Candace: Possibly, but I really don’t think either squad fears a shootout either. It’s a cliché that defense wins championships, but there are different ways to have that work. An offense that can generate lots of goals and control the play is just as effective as a hot goaltender who has to make 60 saves. I would think that both coaches though respect the other squad’s power play, so I would imagine you are right that they will make it a point to get their players to avoid taking penalties. As long as things don’t get too out of control, I think the refs will allow the teams to skate. Given the speed on both teams, I would imagine it will be a high-tempo, back and forth game.

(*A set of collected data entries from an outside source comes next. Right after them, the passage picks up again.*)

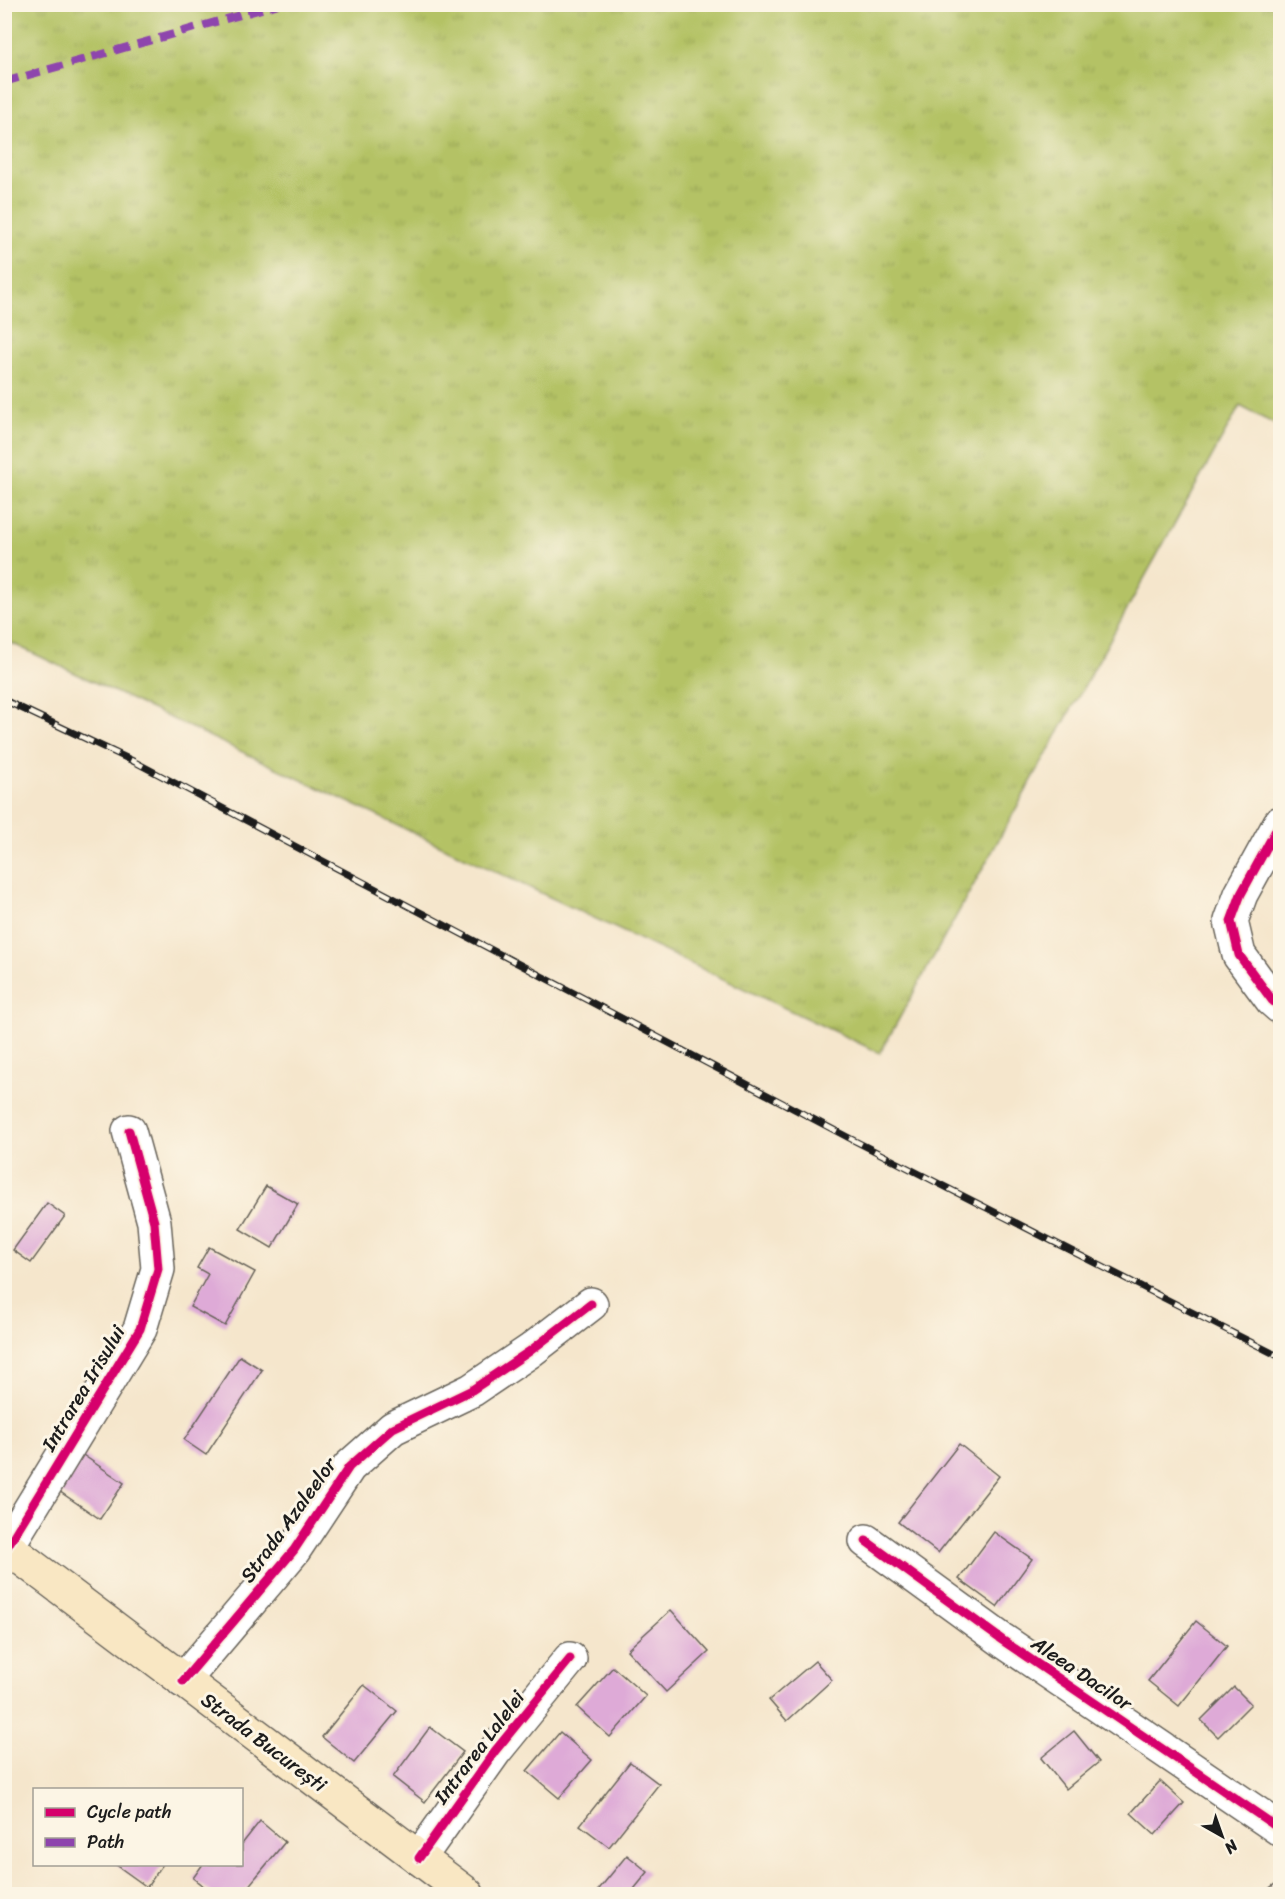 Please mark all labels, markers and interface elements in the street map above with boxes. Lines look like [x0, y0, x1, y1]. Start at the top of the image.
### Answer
street label: Intrarea Irisului [31, 1317, 136, 1459]
street label: Strada Azaleelor [231, 1449, 347, 1590]
street label: Aleea Dacilor [1023, 1626, 1140, 1721]
street label: Intrarea Lalelei [424, 1681, 535, 1813]
street label: Strada București [193, 1683, 335, 1802]
legend [33, 1788, 243, 1866]
text: Cycle path [87, 1796, 171, 1828]
north arrow [1192, 1806, 1252, 1866]
text: Path [87, 1826, 124, 1858]
text: N [1217, 1832, 1246, 1862]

I think it’s important for Minnesota to keep BC from grabbing a lead. It’s hard to know how much that triple OT game took out of the Gophers. Playing North Dakota six times in a year is tough, and the last two were very close. The Gophers essentially played two games last Saturday, and with the perfect season on the line, it’s possible that winning against a rival like that took a lot out of them emotionally. BC, on the other hand, has to feel like it redeemed its season by making a third consecutive Frozen Four, especially after falling short in the Beanpot, Hockey East regular season, and Hockey East Tournament. I could, of course, be overthinking things too, and the Gophers have the added advantage of being at home in the friendly confines of Ridder, with a no doubt very partisan crowd supporting them. Watching the highlights against North Dakota, the arena looked full, and if the crowd is that large for this weekend, it could help them recharge the emotional batteries. You were at the game against North Dakota last Saturday; do you think the win against North Dakota leaves Minnesota poised to be upset, or will they be recharged?

Arlan: I’m sure that the double-length game had some impact at the time, but I don’t see it mattering much by Friday. I watched Minnesota defenseman Rachel Ramsey’s former high school team last month win a game on a Thursday night, win a six-overtime game the next night that finished up after 1:00 a.m., and then win the championship on Saturday night. If a high-school team can perform playing all of those minutes in the space of three days, I don’t see it being any excuse for college-age women who should be better conditioned. When Minnesota’s seniors were freshmen, they played into the third overtime in the second game of a WCHA quarterfinal versus Minnesota State, went to double overtime the next weekend against Ohio State, and had to play Minnesota-Duluth early the next day, and then went to overtime against Clarkson in the NCAA quarterfinal. These players are accustomed to playing 120 minutes every weekend anyway. Plus, unlike the rest of the field, the Gophers don’t have to travel.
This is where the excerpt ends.